Maelor Hughes was next up – there was much cavorting and dancing about in front of the stage which rather inhibited my note-taking, but the second song in was definitely Morning Sun, my favourite of his. Better Day was up next with plenty of ‘Oi oi’ing from the assembled crowd. By this point a helium-filled Storm Trooper had appeared which led to all manner of dancing shenanigans and silliness, and another skipped entry on my note taking!
Big Golden Pot was up next before the treat of him getting Chantelle to join him on stage to take his guitar and accompany him in singing Elation. Of course, it’s not quite up there with the full on harp version, but still a magical rendition. He finished up an excellent set with Mill Town Boy. After his set Gaz Brookfield popped on stage to make a presentation of a picture to Suzy to congratulate her on an awesome festival – a lovely moment, and a well deserved accolade.
Sam Jones along with the local folk were up next – it was an energetic set with the crowd well lubricated and gathered, I want to say Rocky Winding Road was first followed by Pennies and Buttons. Yep, that Evil Mead bar was definitely working its magic on my poor addled mind again! Coming Home was then followed by Wilderness.
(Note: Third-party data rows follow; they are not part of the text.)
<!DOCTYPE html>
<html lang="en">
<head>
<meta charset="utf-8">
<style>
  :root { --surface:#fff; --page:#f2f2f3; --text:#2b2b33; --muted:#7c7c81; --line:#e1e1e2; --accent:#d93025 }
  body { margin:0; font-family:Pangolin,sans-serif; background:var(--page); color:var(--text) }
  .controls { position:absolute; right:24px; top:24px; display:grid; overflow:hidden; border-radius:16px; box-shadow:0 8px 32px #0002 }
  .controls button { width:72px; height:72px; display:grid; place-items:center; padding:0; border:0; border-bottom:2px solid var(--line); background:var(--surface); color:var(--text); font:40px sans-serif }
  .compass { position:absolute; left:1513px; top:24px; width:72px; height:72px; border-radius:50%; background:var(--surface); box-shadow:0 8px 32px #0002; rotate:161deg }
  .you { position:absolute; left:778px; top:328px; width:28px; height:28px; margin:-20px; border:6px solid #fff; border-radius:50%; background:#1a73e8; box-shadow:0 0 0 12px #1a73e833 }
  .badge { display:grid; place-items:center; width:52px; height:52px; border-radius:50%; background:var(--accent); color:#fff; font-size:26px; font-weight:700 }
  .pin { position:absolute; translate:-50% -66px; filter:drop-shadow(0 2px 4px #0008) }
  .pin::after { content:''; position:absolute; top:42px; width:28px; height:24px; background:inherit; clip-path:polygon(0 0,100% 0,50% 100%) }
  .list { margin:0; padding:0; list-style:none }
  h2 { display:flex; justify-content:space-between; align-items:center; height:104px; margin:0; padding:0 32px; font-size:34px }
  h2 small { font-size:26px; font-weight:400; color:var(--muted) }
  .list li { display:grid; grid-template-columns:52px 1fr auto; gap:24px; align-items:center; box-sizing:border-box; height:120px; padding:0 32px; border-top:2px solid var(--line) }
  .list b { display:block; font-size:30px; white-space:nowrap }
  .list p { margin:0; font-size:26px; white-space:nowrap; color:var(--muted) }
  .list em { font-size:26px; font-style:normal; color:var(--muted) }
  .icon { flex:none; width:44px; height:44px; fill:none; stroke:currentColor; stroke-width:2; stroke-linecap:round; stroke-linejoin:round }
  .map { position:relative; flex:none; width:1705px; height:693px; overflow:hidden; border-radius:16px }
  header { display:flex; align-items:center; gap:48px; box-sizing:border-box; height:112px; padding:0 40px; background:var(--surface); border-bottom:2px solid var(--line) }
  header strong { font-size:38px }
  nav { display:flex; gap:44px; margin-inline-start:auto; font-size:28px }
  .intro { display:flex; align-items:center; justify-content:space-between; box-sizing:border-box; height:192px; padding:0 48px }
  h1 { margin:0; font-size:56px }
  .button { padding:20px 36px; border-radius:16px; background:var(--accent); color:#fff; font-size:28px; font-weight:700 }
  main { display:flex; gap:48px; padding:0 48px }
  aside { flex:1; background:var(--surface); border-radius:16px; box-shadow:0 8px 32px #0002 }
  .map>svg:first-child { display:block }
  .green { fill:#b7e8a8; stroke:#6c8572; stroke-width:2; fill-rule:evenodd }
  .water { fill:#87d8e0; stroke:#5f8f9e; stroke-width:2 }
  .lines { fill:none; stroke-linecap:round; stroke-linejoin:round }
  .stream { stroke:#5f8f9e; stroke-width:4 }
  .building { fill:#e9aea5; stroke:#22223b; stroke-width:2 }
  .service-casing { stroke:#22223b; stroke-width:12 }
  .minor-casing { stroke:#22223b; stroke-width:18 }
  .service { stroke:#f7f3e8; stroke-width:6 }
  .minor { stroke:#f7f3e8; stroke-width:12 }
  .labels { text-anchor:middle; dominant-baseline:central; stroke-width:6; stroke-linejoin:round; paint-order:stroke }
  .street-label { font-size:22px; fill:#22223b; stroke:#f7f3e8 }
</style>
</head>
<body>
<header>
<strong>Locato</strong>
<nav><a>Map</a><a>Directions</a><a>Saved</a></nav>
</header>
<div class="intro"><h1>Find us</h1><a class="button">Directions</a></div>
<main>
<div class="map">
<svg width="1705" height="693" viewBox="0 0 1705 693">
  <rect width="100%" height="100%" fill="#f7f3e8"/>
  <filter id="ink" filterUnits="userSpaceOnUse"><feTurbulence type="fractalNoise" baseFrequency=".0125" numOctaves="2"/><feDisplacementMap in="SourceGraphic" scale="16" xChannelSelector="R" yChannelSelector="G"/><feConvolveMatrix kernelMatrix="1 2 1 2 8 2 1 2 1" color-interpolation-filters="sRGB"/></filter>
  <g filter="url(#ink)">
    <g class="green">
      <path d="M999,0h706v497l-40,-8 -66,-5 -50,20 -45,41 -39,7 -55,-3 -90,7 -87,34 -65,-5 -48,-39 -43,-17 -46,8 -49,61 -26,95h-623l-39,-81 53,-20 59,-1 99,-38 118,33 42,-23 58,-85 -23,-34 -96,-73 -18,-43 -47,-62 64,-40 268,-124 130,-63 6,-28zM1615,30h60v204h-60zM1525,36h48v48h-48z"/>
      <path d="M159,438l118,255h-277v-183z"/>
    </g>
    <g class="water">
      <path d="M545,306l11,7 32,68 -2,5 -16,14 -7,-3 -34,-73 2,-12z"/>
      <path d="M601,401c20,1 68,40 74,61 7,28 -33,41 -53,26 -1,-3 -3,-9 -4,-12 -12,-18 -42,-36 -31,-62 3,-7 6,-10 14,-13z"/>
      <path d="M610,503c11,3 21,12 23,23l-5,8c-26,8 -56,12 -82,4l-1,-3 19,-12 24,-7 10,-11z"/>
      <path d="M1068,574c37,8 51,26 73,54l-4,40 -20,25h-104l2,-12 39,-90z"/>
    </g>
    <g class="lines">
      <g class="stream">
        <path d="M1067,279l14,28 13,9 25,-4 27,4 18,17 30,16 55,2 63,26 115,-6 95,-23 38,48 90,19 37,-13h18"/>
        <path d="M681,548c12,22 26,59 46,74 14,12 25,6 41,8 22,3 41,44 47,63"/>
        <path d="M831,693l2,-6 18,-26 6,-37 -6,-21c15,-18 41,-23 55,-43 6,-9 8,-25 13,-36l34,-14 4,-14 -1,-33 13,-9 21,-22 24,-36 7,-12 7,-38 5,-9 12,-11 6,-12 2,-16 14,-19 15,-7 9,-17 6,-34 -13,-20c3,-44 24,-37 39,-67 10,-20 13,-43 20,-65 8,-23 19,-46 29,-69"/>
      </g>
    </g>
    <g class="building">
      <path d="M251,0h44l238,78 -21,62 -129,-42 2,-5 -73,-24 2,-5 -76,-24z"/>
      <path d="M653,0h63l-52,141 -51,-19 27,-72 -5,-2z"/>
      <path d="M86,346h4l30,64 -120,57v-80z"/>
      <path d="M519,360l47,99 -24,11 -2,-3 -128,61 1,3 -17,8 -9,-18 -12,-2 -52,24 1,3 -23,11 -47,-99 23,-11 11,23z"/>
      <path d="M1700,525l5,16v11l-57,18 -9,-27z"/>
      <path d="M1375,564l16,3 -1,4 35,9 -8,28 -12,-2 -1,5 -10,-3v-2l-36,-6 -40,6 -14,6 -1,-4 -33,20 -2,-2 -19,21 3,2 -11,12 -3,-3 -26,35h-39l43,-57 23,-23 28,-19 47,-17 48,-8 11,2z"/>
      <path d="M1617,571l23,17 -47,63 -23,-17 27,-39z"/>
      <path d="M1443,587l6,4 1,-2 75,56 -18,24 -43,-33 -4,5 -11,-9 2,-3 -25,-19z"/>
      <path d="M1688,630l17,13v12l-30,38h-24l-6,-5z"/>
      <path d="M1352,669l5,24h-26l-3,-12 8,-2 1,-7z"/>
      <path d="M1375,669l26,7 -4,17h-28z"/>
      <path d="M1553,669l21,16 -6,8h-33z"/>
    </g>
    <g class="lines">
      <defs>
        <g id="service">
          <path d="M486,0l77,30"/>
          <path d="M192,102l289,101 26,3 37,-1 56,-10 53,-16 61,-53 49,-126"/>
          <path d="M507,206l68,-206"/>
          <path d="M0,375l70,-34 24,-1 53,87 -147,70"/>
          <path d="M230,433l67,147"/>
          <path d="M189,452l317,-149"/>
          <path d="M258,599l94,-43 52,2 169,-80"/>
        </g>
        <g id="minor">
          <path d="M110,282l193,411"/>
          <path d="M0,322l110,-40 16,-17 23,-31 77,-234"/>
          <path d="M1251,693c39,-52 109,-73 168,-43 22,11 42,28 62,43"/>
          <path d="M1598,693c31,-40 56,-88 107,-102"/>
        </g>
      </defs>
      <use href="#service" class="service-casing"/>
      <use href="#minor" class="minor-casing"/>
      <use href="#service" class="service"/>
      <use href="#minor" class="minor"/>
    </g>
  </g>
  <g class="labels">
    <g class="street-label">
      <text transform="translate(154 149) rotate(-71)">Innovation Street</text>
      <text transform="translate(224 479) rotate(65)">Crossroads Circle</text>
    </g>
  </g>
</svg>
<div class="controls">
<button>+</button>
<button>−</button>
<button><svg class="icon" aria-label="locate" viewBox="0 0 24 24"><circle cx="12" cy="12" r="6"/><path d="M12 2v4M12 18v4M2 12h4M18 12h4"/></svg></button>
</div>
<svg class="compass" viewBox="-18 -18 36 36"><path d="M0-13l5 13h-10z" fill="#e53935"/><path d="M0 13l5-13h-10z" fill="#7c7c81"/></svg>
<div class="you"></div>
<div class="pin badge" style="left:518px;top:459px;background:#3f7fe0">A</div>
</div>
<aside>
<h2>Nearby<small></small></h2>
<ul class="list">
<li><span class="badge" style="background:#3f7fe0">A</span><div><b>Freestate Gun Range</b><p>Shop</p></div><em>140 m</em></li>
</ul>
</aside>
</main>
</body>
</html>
The next song got lost in the excitement of a firework show unleashing behind the campsite.
Then I get to lyrical guessing – so make of what you will from ‘there’s nothing left for you song’ and ‘the rolling people song’ – because I have absolutely no idea what they are called! Hotel Boulderado was up next at which point I think the poor Storm Trooper we’d still been cavorting with lost his legs! Oops. That might have been my fault. Sam’s set was finished up with Optimistic Song – Sam definitely wins for most frequent festival performer – as well as stewarding and other duties – and his main act was brilliant.
Finally it was time for the headline act – anyone who reads these pages even semi-frequently will know how awesome I think Gaz Brookfield is, despite seeing him countless times it’s exciting to see him perform. He kicked off his set with Let The East Winds Blow and then into Godless Man. Ozzy gave his van a bit of kudos (amusingly we followed Gaz and Ozzy out of the festival site the following morning).
Sailor Jerry’s Kitchen and The Ballad of Elizabeth Duke were all met with raucous singing along. Suzy was up on Tim’s shoulders, and everyone was dancing about. At one point I’d said to Nick Parker something like ‘don’t you hate touring with Gaz, he’s bloody brilliant’ – he looked and me a laughed, and said ‘that’s ridiculous – I love it!’ – good answer! He hit us with the acoustic version of Black Dog Day and then upped the pace with Land Pirate’s Life.
The set seemed to go by in a blur of awesome with Diabetes Blues and its reprise, Deathbed – probably my favourite of his songs on balance, Bigger Man and finally Thin. A triumphant finish to an amazing small festival. We headed into the clubhouse where Suzy made a speech and Rob presented her with a festival poster signed by all the performers. Another of these is available for charity auction on Facebook should anybody want a souvenir.
I’ve got vague memories of a chap stage-diving from the bar in the club house before we decided to retire back to the cheese tent for a cider with Phil, Debbo, Dave, Caroline and Murphy – enjoying a quiet contemplative drink and chat before eventually heading back to the tent after a truly lovely day. There’s already talk of there being another Ey Up Mi Duck festival. I really hope there is, it was magical.